The White House and Departments of Transportation and Energy have pledged to commit $5 billion of investment from President Biden’s infrastructure bill to build out the national electric vehicle (EV) charging network.
The National Electric Vehicle Infrastructure (NEVI) Formula Program will make $615 million available in FY 2022 after states submit a development plan for how they plan to use the significant funds to upgrade and expand the network of charging stations.
"A century ago, America ushered in the modern automotive era; now America must lead the electric vehicle revolution," U.S. Transportation Secretary Pete Buttigieg said in a statement. "The President’s Bipartisan Infrastructure Law will help us win the EV race by working with states, labor, and the private sector to deploy a historic nationwide charging network that will make EV charging accessible for more Americans."

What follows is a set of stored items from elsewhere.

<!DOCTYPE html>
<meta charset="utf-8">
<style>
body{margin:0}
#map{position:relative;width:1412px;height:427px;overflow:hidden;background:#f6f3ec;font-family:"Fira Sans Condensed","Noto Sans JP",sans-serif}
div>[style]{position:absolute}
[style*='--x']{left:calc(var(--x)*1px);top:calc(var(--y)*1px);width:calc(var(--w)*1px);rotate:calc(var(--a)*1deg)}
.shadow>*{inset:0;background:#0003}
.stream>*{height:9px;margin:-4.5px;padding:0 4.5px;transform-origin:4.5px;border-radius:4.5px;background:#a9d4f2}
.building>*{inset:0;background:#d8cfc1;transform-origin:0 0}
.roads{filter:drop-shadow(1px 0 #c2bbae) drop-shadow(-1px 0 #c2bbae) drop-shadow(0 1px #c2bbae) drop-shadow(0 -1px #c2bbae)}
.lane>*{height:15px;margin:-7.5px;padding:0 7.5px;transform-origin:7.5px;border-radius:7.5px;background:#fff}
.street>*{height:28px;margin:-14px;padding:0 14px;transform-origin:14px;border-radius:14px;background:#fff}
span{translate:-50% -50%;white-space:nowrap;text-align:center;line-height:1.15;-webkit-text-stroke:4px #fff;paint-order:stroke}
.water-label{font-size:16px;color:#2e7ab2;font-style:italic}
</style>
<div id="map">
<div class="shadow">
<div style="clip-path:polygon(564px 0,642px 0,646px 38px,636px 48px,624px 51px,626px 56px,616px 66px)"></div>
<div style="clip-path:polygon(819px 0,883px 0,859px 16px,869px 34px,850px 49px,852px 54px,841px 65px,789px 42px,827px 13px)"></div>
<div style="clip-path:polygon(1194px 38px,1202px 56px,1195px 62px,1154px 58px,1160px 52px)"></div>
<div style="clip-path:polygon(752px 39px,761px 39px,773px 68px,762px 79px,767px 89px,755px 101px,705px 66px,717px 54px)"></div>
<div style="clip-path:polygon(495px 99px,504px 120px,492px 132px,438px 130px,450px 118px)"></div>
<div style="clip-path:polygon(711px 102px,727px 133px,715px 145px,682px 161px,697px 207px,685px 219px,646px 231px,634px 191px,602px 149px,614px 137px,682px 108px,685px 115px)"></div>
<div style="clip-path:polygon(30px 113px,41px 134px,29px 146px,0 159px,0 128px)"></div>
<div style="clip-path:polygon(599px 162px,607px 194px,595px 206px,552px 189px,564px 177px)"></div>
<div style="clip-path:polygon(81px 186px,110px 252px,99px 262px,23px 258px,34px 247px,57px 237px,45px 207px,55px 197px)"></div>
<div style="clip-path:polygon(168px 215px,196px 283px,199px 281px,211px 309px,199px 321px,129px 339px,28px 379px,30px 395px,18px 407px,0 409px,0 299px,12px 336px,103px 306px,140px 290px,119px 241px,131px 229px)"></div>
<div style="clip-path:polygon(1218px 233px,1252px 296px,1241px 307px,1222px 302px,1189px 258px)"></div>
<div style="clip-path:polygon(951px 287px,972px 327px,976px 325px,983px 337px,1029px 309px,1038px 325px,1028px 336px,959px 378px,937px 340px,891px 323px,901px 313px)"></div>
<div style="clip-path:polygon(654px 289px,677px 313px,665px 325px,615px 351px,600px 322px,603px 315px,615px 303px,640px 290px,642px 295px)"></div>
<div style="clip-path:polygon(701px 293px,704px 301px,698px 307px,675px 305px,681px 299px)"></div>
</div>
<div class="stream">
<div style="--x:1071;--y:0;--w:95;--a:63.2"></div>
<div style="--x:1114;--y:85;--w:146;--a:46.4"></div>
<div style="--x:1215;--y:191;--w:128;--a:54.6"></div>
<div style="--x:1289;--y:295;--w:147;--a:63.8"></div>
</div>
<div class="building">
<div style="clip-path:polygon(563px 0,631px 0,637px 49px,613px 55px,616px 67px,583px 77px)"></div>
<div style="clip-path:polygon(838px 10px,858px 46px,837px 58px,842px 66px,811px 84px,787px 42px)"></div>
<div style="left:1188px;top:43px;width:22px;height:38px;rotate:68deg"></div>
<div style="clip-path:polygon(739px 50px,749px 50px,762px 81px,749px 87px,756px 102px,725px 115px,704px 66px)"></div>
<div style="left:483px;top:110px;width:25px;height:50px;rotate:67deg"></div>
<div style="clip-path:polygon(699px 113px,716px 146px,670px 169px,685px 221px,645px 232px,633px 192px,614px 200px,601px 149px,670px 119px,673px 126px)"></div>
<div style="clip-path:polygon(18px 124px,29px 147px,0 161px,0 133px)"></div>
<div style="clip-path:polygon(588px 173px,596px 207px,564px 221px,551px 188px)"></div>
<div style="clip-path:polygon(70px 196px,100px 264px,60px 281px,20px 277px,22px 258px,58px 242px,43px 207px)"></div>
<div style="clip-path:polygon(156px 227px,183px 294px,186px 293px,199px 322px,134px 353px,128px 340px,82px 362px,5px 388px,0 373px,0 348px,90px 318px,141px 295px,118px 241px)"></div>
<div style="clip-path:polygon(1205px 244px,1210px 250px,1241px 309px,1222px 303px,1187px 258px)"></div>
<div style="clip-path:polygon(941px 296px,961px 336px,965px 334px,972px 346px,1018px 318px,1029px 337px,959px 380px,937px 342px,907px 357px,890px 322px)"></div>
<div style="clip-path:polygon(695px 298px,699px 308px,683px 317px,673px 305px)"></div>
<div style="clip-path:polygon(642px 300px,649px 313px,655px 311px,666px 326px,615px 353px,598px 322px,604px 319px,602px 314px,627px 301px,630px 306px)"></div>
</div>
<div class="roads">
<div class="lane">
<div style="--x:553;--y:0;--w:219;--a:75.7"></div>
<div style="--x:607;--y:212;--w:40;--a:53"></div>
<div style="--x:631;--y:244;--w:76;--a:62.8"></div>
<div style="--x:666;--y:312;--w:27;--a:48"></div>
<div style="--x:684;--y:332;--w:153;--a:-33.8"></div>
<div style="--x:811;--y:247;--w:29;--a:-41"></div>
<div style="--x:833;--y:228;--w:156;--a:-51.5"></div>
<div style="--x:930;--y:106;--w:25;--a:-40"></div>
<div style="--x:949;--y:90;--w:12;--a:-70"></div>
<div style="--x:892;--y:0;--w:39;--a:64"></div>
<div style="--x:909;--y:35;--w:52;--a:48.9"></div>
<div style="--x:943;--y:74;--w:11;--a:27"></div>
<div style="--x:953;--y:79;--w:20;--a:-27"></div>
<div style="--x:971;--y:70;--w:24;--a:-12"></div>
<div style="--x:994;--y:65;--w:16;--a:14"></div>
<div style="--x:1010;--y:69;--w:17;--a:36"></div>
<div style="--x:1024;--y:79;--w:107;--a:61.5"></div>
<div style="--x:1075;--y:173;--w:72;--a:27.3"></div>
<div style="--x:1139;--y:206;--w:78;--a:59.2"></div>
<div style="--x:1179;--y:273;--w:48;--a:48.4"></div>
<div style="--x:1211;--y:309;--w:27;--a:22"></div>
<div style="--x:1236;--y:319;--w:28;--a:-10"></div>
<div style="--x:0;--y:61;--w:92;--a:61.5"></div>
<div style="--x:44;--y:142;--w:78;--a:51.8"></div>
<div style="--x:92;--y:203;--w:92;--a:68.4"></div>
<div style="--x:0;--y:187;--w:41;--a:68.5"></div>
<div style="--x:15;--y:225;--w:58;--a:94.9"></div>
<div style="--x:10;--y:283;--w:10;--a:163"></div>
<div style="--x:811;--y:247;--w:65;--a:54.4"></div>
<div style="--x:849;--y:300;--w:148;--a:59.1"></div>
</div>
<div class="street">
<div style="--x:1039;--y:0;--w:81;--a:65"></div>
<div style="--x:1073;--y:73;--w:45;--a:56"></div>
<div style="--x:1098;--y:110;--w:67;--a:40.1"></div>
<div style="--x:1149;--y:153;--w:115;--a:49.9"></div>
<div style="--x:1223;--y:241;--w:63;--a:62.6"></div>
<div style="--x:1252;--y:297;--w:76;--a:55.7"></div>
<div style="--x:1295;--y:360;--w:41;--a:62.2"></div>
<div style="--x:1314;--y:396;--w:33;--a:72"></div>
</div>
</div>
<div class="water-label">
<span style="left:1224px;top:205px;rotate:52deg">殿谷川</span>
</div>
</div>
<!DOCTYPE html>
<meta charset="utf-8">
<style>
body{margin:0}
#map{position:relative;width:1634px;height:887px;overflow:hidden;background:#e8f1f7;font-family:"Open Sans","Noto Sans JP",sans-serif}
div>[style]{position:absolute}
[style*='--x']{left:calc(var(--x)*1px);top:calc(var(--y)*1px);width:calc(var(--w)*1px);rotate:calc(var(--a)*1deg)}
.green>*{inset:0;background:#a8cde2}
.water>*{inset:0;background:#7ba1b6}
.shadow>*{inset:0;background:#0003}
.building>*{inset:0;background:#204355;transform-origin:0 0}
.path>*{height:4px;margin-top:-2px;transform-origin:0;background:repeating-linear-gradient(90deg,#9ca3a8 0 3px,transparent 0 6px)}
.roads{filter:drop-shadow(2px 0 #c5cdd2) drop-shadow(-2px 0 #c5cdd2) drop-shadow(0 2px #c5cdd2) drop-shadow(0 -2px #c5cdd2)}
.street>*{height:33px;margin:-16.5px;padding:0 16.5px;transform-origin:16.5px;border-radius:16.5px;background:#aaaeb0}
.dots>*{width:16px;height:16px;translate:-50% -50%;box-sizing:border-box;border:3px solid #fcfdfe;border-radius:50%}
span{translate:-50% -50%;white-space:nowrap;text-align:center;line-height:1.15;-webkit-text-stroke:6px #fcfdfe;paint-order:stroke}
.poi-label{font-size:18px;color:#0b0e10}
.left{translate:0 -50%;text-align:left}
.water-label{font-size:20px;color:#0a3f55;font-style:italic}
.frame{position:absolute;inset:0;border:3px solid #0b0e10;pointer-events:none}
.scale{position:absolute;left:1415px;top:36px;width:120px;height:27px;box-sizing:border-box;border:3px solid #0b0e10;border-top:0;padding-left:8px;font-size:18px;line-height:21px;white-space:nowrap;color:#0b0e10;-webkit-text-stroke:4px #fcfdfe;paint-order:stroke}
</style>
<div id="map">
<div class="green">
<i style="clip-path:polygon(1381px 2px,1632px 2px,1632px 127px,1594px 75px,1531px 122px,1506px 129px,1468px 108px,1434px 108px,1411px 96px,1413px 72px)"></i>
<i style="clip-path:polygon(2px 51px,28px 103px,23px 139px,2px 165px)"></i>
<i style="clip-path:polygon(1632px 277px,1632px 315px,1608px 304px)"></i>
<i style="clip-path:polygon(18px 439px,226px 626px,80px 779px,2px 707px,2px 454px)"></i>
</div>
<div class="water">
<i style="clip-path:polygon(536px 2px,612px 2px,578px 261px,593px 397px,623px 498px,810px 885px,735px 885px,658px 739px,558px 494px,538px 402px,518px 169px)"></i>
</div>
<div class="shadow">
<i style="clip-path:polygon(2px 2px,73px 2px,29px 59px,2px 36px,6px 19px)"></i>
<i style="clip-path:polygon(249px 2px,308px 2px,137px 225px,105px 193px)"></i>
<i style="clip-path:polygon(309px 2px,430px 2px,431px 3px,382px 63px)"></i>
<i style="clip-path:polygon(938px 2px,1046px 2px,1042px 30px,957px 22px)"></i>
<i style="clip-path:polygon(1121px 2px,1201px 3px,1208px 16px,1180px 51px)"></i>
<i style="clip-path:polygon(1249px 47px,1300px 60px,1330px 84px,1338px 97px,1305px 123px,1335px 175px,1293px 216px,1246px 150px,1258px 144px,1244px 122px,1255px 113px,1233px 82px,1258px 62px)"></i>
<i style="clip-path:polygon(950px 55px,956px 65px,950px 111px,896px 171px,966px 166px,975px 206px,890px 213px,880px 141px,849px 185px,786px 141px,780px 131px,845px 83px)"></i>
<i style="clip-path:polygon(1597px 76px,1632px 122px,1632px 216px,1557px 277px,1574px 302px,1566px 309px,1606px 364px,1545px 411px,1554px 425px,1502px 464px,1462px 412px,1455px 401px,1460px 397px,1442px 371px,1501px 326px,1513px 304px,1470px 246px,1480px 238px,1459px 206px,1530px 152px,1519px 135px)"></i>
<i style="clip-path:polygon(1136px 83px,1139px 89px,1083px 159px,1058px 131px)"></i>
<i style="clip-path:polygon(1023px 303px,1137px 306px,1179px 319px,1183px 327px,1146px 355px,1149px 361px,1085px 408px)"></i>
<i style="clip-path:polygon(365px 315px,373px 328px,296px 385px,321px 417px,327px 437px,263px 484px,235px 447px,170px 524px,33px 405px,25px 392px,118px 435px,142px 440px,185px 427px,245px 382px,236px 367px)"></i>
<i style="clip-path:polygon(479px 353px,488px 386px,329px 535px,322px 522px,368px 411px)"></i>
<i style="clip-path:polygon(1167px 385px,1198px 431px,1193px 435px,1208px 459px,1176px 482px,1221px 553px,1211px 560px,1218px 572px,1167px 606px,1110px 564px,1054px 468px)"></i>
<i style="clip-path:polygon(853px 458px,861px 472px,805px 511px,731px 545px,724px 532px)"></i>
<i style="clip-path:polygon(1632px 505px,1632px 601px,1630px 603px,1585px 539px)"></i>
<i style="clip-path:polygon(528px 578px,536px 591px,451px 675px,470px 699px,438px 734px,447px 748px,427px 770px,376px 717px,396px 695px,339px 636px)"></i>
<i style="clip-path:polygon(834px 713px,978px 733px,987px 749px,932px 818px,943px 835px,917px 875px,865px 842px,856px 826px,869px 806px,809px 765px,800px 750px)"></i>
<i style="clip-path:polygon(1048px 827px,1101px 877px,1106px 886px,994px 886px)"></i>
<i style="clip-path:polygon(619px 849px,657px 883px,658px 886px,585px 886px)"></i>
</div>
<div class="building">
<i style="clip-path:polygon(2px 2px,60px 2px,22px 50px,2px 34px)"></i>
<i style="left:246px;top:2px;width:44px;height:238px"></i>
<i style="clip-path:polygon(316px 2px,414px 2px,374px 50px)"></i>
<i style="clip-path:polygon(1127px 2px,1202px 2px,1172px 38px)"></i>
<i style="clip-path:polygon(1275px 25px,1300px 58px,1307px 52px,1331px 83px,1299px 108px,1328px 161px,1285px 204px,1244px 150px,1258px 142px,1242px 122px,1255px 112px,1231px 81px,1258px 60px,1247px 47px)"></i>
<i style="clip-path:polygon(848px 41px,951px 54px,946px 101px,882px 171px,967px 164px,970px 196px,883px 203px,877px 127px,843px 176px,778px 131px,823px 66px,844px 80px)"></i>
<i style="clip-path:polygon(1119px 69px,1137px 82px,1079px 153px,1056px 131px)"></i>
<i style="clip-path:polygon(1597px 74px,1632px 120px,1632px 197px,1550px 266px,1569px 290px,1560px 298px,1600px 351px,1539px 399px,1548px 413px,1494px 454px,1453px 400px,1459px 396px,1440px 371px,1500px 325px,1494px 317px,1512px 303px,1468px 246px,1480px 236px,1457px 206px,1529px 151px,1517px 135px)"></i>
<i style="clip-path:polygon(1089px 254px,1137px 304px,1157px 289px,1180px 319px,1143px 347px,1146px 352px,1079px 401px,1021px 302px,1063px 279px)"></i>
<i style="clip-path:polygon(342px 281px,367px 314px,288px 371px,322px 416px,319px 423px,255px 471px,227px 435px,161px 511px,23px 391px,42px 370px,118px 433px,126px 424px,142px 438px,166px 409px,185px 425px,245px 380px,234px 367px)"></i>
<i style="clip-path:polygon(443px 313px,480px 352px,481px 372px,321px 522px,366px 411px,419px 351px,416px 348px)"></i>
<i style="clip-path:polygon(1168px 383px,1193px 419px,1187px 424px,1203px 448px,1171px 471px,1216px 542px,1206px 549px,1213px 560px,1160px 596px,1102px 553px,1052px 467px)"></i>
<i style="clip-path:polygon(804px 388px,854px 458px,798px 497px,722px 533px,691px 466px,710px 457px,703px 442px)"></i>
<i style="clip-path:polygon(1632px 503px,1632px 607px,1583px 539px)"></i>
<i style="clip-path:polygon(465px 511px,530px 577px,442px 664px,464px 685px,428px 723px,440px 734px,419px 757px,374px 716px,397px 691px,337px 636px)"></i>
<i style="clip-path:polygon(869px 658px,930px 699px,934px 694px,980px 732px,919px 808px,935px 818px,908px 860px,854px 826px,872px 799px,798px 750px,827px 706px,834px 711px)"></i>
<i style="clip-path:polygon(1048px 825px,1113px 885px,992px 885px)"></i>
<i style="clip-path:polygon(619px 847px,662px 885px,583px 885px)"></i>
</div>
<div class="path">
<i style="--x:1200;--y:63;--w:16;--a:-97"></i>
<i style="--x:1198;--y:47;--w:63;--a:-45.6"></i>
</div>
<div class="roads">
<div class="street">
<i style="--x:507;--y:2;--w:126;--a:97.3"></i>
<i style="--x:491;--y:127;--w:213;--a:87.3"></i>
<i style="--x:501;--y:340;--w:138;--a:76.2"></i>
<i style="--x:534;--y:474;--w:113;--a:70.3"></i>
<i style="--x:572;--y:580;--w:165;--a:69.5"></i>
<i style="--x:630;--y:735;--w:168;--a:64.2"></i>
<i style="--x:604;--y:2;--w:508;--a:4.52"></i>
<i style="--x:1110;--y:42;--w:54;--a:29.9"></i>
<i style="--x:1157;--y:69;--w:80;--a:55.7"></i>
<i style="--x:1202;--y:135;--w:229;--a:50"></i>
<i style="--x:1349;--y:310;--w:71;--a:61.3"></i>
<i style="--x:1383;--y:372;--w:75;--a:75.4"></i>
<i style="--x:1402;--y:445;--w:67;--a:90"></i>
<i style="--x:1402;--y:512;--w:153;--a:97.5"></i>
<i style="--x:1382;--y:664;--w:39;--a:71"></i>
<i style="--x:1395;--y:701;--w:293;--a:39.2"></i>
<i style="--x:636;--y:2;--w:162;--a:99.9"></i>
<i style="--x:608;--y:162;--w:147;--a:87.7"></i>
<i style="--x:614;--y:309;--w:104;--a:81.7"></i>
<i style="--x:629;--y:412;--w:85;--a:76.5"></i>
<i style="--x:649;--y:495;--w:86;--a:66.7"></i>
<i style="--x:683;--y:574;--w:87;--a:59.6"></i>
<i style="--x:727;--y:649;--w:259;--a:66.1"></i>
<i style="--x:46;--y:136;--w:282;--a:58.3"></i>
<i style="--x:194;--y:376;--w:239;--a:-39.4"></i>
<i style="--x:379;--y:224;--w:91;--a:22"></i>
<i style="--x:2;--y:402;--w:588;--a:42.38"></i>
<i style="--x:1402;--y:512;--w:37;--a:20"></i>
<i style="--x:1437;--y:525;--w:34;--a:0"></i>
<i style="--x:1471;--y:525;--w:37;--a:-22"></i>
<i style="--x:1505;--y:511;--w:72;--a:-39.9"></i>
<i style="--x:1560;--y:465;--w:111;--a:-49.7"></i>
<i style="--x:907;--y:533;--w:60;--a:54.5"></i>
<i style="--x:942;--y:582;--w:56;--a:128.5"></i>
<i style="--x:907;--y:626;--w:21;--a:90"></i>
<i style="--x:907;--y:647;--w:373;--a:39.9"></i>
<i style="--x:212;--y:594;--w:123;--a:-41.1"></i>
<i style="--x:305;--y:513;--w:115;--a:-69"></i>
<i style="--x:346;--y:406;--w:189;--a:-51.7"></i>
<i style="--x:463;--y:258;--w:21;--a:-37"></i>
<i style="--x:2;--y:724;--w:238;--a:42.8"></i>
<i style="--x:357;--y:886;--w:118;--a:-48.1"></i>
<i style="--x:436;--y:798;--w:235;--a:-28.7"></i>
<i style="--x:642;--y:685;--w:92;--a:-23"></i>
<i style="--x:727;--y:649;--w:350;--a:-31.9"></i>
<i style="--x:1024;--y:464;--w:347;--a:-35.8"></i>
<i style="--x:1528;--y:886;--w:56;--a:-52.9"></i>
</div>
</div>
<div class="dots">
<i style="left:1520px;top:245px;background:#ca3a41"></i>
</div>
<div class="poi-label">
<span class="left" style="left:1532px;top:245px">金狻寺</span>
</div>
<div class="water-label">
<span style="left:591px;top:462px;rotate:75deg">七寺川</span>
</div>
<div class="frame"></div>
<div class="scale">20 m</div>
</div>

Several countries have started to ban the sale of fossil fuel vehicles with the goal of transitioning to zero emissions vehicles by 2040, and car companies followed suit by announcing plans to switch to zero emission vehicles over the next 20 years.
But some experts have warned that the current power grids and charging stations available cannot meet the surge in demand expected in that time: Ryan Sitton, a former Texas energy regulator and founder and CEO of Pinnacle Reliability, previously told FOX Business that EV adoption would likely impose a roughly 30% increase in demand on the national grid, while Tesla founder Elon Musk told Reuters it would double total global demand for electricity.
The White House therefore has moved to address the significant improvements needed to ensure that a transition to zero emissions and EVs can happen with as little problem as possible – despite the significant investment required.
NEVI will provide direct technical assistance to states to develop plains, mainly focusing on developing Alternative Fuel Corridors (AFC) along the Interstate Highway System in hopes that it will prompt car owners to consider an EV due to the greater ease of access.
"Americans need to know that they can purchase an electric vehicle and find convenient charging stations when they are using Interstates and other major highways," Deputy Federal Highway Administrator Stephanie Pollack said. "The new EV formula program will provide states with the resources they need to provide their residents with reliable access to an EV charging station as they travel."
A second grant program that aims to expand the network to rural and underserved communities will be announced later this year.